Records from a collection
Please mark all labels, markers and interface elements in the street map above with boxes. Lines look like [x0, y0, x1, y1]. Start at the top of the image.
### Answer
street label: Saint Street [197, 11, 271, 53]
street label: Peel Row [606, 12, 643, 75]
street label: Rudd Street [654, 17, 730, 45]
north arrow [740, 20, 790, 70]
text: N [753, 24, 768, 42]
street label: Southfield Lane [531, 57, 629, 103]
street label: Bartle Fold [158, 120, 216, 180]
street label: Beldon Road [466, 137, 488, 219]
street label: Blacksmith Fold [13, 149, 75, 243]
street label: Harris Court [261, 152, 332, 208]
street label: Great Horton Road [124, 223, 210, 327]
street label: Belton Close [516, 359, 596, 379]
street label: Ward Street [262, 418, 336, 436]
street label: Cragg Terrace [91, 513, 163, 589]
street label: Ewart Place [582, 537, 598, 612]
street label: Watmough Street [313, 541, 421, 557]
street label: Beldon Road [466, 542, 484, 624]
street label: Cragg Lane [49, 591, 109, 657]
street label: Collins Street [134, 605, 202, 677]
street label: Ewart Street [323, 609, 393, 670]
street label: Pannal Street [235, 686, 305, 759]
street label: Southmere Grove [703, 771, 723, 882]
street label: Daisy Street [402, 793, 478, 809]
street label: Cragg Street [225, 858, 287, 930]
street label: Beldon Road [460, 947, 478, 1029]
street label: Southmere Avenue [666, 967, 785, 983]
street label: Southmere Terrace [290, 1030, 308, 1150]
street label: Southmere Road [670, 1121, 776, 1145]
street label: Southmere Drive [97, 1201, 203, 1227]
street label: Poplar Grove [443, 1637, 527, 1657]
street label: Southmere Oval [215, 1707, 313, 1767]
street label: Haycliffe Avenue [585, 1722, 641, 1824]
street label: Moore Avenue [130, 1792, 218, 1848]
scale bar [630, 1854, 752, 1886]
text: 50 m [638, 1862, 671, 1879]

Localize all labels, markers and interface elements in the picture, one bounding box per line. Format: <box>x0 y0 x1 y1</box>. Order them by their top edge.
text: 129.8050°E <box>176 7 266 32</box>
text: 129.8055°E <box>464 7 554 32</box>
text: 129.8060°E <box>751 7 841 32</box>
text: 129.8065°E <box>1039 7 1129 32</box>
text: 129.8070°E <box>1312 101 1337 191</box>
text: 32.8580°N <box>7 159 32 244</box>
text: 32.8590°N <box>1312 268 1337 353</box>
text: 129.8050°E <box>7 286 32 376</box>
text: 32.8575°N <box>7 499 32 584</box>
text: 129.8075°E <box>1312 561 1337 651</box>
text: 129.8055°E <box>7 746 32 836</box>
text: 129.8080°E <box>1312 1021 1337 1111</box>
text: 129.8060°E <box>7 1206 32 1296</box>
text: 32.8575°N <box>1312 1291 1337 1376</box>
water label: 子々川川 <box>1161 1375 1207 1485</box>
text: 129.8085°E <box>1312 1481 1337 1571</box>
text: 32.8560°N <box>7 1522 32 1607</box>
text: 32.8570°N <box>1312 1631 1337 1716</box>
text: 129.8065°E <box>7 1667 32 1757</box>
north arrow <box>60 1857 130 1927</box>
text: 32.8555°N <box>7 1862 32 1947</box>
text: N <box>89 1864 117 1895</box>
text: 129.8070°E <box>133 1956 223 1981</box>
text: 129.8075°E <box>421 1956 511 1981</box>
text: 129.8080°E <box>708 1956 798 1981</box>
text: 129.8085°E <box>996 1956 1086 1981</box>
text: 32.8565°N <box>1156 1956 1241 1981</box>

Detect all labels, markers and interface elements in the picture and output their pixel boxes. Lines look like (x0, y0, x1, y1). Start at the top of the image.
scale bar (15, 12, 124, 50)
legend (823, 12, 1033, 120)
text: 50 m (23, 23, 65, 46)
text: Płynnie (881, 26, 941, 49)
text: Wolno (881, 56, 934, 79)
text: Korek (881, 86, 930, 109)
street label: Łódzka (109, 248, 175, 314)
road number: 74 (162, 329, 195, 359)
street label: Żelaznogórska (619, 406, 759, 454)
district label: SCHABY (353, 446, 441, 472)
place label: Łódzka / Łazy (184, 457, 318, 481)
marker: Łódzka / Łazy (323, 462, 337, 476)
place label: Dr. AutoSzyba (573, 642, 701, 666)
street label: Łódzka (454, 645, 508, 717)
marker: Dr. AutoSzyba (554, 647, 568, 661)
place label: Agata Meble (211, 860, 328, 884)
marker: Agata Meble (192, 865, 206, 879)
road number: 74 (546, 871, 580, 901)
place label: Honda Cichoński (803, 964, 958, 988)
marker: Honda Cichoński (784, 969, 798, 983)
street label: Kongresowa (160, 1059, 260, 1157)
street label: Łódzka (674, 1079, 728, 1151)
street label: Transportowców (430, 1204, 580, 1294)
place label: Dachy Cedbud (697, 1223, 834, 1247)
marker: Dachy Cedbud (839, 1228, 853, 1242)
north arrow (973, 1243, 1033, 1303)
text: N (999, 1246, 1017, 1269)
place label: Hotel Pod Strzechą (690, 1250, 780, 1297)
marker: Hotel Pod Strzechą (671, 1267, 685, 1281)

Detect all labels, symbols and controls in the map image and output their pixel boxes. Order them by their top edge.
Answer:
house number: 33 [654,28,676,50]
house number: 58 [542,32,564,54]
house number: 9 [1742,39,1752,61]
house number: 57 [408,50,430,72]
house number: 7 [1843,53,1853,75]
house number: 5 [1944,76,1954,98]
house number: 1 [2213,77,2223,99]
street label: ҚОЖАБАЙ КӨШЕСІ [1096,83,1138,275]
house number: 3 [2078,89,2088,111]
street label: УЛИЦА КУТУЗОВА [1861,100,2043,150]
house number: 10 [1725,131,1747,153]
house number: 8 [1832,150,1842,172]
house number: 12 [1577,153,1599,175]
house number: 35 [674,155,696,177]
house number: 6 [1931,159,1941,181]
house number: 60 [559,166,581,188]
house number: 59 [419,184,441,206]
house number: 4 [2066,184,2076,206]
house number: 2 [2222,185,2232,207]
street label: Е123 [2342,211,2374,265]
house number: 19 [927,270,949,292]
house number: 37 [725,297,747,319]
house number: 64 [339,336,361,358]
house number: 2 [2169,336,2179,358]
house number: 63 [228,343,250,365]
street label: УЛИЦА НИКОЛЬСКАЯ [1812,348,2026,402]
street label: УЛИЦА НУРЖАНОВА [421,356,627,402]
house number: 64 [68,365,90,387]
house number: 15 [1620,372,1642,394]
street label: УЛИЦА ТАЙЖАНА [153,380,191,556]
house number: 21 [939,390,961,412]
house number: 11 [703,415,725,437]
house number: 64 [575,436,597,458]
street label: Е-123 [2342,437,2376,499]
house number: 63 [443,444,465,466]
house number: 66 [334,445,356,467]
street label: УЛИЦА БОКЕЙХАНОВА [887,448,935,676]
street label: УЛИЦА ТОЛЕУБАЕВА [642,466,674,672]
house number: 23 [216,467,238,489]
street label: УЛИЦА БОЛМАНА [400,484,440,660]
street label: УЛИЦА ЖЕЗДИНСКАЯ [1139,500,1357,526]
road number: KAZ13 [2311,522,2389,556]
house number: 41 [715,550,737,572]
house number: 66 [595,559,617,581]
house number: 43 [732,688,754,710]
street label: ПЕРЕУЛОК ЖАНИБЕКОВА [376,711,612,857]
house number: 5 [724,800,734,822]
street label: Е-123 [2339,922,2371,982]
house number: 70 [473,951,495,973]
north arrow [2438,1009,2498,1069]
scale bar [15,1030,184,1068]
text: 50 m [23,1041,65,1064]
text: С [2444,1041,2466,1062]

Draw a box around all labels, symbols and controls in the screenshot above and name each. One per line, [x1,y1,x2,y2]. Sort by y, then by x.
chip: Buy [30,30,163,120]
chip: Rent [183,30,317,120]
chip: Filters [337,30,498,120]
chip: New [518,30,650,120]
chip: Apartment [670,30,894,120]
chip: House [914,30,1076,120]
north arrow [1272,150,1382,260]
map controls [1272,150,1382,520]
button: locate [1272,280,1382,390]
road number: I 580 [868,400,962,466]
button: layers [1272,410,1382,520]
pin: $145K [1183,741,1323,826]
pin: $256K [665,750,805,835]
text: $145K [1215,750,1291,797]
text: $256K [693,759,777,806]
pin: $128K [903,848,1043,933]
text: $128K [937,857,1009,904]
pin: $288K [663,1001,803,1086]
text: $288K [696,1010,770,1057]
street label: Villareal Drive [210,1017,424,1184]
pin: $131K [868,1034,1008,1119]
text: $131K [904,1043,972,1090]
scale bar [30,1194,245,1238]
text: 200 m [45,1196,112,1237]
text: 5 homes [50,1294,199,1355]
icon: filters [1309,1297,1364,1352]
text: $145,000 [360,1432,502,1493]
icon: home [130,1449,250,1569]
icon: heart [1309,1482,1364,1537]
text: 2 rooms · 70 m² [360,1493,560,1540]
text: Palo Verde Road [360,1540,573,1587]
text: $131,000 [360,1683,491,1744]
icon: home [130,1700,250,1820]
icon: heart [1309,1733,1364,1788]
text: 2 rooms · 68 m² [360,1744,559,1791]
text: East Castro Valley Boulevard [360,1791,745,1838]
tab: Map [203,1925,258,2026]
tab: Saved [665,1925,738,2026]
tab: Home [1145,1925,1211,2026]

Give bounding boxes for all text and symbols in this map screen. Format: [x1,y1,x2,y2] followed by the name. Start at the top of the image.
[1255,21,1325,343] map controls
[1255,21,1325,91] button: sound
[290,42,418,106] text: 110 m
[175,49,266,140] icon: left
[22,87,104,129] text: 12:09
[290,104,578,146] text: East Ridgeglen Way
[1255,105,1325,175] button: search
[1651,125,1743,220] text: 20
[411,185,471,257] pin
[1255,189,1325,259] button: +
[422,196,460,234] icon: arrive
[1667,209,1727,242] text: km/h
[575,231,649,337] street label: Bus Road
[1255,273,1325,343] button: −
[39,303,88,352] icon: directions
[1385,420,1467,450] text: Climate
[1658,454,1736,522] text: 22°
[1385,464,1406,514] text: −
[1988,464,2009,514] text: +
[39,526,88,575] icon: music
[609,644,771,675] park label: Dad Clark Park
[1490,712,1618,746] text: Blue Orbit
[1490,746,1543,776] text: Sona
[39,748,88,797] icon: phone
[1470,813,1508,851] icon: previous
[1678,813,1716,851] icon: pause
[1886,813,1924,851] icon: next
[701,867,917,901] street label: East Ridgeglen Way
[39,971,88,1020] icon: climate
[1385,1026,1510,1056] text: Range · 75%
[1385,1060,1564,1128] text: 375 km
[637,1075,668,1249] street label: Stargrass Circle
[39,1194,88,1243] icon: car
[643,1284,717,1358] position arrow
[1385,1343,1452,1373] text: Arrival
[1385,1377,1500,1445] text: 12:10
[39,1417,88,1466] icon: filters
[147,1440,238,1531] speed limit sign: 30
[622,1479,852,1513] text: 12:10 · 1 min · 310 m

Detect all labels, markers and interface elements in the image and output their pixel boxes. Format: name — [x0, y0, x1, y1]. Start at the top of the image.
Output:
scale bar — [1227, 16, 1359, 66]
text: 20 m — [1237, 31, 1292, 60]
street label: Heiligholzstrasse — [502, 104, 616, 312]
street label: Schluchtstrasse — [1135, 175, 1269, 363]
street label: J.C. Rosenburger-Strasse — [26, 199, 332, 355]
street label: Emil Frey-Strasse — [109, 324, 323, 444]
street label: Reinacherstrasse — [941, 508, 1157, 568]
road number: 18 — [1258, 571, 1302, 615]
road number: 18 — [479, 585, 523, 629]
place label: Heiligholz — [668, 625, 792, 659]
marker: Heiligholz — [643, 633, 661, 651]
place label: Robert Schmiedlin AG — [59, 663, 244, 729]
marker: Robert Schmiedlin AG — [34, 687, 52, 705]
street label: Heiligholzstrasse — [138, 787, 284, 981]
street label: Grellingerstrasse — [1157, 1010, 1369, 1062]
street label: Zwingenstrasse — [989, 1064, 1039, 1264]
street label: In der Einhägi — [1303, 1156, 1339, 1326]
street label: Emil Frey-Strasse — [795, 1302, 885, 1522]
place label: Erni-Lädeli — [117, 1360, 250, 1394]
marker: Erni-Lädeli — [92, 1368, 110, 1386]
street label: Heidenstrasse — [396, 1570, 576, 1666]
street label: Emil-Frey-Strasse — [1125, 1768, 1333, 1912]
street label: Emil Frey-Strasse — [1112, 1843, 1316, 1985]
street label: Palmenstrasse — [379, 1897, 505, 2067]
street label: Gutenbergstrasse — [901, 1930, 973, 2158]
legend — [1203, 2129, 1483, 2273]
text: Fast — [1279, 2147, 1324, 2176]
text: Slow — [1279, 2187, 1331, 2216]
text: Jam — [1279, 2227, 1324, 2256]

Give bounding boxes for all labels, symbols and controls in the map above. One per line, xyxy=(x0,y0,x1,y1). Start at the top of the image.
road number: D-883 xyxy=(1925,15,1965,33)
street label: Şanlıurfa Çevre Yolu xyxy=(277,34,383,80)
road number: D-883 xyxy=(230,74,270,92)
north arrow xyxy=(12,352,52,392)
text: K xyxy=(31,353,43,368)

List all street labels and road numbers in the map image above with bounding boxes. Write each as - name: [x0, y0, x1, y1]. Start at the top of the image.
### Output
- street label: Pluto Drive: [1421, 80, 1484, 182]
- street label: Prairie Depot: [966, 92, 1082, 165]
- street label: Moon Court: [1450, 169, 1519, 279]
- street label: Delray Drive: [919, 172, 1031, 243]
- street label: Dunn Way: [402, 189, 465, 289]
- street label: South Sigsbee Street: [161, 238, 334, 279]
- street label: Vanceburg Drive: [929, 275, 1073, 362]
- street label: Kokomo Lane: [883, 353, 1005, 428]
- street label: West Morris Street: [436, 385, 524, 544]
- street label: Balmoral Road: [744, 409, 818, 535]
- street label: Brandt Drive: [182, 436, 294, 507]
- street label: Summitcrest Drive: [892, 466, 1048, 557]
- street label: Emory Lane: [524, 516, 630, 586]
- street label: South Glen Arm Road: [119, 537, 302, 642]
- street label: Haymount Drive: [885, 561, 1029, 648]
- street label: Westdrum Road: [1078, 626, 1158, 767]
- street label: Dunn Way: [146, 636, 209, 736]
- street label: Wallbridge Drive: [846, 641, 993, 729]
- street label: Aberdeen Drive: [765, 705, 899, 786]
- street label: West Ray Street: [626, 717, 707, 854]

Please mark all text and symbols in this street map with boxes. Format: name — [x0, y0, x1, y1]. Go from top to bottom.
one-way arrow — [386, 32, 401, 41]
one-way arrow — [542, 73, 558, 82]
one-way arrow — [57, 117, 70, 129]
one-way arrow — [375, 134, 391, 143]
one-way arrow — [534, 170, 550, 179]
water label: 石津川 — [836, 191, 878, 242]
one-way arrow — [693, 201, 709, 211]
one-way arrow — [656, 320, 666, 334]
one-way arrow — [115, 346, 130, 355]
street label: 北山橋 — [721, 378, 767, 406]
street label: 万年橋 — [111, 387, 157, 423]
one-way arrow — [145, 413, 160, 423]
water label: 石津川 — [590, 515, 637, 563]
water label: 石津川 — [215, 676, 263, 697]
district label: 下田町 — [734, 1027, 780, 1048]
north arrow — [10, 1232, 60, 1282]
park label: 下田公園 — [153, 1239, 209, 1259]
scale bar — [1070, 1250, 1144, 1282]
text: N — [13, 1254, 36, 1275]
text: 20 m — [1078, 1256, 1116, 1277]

_What is required:_
Where the string "AutoSzyba" occurs in the data, return the whole line.

_Result for this task:_
place label: Dr. AutoSzyba (573, 642, 701, 666)
marker: Dr. AutoSzyba (554, 647, 568, 661)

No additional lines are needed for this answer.